• **Exercise directions**:
Where a line of the records holds the string "Write", copy that line.
Segment Start: Information shown
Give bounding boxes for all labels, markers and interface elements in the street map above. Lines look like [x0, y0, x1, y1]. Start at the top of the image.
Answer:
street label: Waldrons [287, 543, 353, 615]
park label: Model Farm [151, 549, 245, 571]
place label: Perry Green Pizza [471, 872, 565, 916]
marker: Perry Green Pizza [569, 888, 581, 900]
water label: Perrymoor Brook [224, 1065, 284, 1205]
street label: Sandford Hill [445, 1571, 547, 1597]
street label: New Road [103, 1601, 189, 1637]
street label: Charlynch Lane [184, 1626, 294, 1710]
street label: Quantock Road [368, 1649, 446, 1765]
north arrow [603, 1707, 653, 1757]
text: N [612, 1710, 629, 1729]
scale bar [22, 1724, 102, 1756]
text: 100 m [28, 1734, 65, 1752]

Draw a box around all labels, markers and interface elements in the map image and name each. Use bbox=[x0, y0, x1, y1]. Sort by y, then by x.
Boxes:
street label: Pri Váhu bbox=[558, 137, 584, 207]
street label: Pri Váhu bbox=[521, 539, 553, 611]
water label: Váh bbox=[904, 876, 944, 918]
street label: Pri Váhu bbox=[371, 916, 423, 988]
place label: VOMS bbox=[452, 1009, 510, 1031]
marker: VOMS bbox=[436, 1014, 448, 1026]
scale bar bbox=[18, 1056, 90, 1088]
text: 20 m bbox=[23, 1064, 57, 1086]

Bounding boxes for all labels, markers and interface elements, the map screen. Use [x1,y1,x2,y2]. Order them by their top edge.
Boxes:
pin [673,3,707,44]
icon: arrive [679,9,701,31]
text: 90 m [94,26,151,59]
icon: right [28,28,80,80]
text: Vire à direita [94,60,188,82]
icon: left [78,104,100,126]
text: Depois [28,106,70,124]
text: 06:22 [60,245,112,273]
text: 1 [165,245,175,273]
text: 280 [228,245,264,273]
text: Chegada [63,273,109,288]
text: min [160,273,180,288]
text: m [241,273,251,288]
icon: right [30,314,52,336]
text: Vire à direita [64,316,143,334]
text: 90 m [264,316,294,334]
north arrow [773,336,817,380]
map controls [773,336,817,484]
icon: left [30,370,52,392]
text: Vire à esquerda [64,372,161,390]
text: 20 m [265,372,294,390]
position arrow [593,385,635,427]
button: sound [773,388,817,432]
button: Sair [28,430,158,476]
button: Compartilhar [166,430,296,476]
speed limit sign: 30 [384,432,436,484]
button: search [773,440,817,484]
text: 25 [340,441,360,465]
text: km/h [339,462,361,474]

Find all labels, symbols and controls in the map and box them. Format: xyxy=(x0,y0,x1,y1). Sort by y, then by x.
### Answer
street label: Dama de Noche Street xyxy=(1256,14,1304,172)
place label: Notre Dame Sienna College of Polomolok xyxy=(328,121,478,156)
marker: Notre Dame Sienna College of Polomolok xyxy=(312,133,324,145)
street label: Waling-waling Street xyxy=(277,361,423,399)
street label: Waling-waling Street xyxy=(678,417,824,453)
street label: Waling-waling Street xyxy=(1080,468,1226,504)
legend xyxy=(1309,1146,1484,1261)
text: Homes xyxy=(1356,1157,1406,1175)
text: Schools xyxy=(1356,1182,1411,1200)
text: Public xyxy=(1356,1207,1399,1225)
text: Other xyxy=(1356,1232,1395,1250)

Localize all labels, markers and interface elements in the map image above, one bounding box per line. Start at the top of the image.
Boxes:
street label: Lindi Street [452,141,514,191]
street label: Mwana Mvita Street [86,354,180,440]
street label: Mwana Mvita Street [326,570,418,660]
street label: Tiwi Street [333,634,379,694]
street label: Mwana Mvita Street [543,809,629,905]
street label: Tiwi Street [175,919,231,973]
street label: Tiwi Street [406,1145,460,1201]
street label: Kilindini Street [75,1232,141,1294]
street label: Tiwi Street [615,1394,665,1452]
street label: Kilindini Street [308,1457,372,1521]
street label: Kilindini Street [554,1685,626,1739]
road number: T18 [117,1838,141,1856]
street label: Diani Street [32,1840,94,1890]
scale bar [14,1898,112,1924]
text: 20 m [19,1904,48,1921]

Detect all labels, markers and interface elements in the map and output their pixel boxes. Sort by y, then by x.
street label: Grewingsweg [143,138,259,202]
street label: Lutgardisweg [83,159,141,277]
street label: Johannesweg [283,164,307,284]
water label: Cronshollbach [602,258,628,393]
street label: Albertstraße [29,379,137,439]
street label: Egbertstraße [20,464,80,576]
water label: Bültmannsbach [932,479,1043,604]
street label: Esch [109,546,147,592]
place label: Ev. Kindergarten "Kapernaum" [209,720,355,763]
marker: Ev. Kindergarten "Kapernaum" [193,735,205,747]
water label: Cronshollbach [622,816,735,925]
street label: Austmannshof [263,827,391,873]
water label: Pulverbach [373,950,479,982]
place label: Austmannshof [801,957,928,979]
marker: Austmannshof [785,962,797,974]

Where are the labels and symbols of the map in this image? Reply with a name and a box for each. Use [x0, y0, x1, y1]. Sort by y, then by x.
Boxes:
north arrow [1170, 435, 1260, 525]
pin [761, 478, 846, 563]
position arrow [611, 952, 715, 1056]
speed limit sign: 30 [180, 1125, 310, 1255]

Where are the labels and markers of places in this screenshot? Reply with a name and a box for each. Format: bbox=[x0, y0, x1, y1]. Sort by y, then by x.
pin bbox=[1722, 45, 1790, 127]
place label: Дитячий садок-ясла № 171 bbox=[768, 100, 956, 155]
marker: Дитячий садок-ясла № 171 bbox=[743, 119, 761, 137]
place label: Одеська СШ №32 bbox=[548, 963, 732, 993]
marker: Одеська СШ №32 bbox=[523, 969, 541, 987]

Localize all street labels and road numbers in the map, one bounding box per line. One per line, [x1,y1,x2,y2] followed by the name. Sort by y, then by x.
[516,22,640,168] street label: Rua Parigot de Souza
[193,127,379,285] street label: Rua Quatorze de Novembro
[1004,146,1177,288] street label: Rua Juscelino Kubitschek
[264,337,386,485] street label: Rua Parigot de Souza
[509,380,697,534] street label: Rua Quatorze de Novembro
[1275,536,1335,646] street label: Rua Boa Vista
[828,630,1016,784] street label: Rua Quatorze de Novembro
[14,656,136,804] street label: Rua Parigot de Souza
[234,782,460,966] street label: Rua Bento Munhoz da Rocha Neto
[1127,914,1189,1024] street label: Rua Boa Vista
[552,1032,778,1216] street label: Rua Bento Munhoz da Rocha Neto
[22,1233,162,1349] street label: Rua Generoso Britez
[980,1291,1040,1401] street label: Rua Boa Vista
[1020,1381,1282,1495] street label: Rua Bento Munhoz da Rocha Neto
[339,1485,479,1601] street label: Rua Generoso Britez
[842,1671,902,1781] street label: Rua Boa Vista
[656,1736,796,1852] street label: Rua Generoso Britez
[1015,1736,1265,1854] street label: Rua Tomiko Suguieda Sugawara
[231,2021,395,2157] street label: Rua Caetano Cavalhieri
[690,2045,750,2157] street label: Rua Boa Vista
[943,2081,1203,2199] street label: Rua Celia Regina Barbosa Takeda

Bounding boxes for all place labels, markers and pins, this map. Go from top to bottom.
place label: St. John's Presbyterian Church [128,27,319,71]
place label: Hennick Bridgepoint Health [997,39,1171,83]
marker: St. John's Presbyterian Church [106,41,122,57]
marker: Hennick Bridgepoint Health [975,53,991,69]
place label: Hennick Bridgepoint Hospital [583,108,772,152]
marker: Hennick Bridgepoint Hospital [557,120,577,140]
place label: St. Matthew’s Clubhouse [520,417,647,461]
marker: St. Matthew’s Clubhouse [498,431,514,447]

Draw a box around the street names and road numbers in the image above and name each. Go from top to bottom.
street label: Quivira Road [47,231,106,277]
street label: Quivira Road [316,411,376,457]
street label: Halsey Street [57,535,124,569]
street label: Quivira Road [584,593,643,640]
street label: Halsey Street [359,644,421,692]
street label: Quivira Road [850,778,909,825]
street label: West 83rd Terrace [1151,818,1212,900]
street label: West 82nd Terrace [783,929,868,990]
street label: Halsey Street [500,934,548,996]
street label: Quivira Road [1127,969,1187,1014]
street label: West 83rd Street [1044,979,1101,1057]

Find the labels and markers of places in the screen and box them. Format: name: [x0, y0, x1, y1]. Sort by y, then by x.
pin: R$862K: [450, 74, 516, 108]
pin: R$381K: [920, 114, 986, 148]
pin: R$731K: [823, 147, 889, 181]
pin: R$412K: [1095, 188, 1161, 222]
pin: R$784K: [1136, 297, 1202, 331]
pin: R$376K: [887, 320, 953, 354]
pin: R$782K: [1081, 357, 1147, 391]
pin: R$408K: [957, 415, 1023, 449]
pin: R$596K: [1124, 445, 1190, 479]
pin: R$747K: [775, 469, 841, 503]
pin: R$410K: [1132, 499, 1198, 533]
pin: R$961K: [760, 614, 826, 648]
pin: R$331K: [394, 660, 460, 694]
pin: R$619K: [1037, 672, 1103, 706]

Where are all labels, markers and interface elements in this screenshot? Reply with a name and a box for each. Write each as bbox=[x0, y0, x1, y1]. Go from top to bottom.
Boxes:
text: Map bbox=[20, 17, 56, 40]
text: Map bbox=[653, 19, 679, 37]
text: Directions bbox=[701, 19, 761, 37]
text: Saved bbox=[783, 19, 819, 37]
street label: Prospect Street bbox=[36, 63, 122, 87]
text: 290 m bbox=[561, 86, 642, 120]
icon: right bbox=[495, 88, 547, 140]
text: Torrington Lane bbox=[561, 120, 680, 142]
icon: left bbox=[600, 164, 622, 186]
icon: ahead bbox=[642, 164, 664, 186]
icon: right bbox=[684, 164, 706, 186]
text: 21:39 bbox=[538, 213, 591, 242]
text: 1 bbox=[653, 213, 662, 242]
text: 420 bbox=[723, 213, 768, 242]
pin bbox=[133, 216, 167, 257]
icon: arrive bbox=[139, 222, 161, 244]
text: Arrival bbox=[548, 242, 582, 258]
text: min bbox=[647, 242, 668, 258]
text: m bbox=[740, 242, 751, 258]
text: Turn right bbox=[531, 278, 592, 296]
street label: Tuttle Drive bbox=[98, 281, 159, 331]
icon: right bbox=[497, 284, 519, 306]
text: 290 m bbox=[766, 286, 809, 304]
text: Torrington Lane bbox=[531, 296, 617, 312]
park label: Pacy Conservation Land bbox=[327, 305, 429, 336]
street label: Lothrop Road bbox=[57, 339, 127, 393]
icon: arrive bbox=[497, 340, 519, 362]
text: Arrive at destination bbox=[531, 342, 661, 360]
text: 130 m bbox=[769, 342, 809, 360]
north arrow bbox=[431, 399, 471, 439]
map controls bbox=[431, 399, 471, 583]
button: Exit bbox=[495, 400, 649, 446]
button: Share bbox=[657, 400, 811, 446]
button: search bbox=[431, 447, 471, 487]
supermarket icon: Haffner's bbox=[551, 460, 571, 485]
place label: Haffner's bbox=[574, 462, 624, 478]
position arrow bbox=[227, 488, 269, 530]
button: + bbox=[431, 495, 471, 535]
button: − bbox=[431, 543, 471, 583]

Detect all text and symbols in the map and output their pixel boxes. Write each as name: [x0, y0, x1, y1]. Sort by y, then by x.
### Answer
Segment End: Information shown
• **Result of the exercise**:
Where are all labels, markers and interface elements in this screenshot? Reply with a name and a box for each. Write each as bbox=[x0, y0, x1, y1]. Go from top to bottom.
Detect all text and symbols in the map and output their pixel boxes. Write each as name: [x0, y0, x1, y1]. Sort by y, then by x.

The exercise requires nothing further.